Stored data
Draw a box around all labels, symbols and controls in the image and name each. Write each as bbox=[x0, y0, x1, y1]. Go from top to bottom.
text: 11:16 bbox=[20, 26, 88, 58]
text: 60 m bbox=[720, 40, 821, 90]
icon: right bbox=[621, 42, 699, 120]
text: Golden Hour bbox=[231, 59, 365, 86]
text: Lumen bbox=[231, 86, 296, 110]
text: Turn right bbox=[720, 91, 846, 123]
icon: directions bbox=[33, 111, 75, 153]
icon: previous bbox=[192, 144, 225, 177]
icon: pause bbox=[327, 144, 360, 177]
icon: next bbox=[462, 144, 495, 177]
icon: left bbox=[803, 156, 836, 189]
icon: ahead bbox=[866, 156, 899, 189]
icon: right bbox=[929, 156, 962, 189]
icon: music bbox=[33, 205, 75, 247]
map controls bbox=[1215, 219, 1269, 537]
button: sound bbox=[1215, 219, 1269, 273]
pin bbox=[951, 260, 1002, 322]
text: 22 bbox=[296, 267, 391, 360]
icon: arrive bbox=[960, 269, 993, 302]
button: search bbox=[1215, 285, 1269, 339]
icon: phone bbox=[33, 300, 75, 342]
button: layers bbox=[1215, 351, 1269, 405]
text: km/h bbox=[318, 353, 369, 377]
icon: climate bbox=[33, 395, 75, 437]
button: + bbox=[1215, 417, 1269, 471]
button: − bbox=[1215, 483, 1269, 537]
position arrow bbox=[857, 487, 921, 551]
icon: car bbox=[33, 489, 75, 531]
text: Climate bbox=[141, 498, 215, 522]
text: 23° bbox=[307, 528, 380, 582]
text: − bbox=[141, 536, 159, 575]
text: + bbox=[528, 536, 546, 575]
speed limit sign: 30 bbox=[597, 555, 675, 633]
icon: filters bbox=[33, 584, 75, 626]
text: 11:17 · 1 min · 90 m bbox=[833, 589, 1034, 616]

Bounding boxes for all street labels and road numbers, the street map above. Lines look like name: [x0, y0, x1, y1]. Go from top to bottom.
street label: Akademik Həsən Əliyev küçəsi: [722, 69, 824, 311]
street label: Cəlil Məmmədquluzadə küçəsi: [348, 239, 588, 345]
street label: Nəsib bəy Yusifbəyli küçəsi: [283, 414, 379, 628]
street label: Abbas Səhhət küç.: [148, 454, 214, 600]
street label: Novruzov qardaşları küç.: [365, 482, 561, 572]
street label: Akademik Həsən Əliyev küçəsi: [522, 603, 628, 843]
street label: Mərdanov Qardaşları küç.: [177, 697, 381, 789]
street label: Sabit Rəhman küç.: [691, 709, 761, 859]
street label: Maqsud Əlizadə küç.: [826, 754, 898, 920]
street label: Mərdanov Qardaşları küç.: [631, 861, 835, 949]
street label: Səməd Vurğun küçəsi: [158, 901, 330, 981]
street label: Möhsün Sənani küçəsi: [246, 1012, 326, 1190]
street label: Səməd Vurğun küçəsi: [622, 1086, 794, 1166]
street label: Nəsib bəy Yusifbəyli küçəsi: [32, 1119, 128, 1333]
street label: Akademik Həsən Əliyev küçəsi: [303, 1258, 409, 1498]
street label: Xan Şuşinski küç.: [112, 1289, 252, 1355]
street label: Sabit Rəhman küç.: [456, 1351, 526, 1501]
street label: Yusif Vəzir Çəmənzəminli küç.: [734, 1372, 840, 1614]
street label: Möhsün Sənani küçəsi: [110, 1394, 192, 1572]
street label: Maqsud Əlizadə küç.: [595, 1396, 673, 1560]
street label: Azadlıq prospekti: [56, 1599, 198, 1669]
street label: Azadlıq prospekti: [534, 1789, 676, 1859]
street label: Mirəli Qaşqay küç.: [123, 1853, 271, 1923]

EXERCISE OBJECTIVE => Each entry must appear in the reply exactly as written.

SOLVED EXERCISE =>
Draw a box around all labels, symbols and controls in the image and name each. Write each as bbox=[x0, y0, x1, y1]. Go from top to bottom.
text: 11:16 bbox=[20, 26, 88, 58]
text: 60 m bbox=[720, 40, 821, 90]
icon: right bbox=[621, 42, 699, 120]
text: Golden Hour bbox=[231, 59, 365, 86]
text: Lumen bbox=[231, 86, 296, 110]
text: Turn right bbox=[720, 91, 846, 123]
icon: directions bbox=[33, 111, 75, 153]
icon: previous bbox=[192, 144, 225, 177]
icon: pause bbox=[327, 144, 360, 177]
icon: next bbox=[462, 144, 495, 177]
icon: left bbox=[803, 156, 836, 189]
icon: ahead bbox=[866, 156, 899, 189]
icon: right bbox=[929, 156, 962, 189]
icon: music bbox=[33, 205, 75, 247]
map controls bbox=[1215, 219, 1269, 537]
button: sound bbox=[1215, 219, 1269, 273]
pin bbox=[951, 260, 1002, 322]
text: 22 bbox=[296, 267, 391, 360]
icon: arrive bbox=[960, 269, 993, 302]
button: search bbox=[1215, 285, 1269, 339]
icon: phone bbox=[33, 300, 75, 342]
button: layers bbox=[1215, 351, 1269, 405]
text: km/h bbox=[318, 353, 369, 377]
icon: climate bbox=[33, 395, 75, 437]
button: + bbox=[1215, 417, 1269, 471]
button: − bbox=[1215, 483, 1269, 537]
position arrow bbox=[857, 487, 921, 551]
icon: car bbox=[33, 489, 75, 531]
text: Climate bbox=[141, 498, 215, 522]
text: 23° bbox=[307, 528, 380, 582]
text: − bbox=[141, 536, 159, 575]
text: + bbox=[528, 536, 546, 575]
speed limit sign: 30 bbox=[597, 555, 675, 633]
icon: filters bbox=[33, 584, 75, 626]
text: 11:17 · 1 min · 90 m bbox=[833, 589, 1034, 616]

Bounding boxes for all street labels and road numbers, the street map above. Lines look like name: [x0, y0, x1, y1]. Go from top to bottom.
street label: Akademik Həsən Əliyev küçəsi: [722, 69, 824, 311]
street label: Cəlil Məmmədquluzadə küçəsi: [348, 239, 588, 345]
street label: Nəsib bəy Yusifbəyli küçəsi: [283, 414, 379, 628]
street label: Abbas Səhhət küç.: [148, 454, 214, 600]
street label: Novruzov qardaşları küç.: [365, 482, 561, 572]
street label: Akademik Həsən Əliyev küçəsi: [522, 603, 628, 843]
street label: Mərdanov Qardaşları küç.: [177, 697, 381, 789]
street label: Sabit Rəhman küç.: [691, 709, 761, 859]
street label: Maqsud Əlizadə küç.: [826, 754, 898, 920]
street label: Mərdanov Qardaşları küç.: [631, 861, 835, 949]
street label: Səməd Vurğun küçəsi: [158, 901, 330, 981]
street label: Möhsün Sənani küçəsi: [246, 1012, 326, 1190]
street label: Səməd Vurğun küçəsi: [622, 1086, 794, 1166]
street label: Nəsib bəy Yusifbəyli küçəsi: [32, 1119, 128, 1333]
street label: Akademik Həsən Əliyev küçəsi: [303, 1258, 409, 1498]
street label: Xan Şuşinski küç.: [112, 1289, 252, 1355]
street label: Sabit Rəhman küç.: [456, 1351, 526, 1501]
street label: Yusif Vəzir Çəmənzəminli küç.: [734, 1372, 840, 1614]
street label: Möhsün Sənani küçəsi: [110, 1394, 192, 1572]
street label: Maqsud Əlizadə küç.: [595, 1396, 673, 1560]
street label: Azadlıq prospekti: [56, 1599, 198, 1669]
street label: Azadlıq prospekti: [534, 1789, 676, 1859]
street label: Mirəli Qaşqay küç.: [123, 1853, 271, 1923]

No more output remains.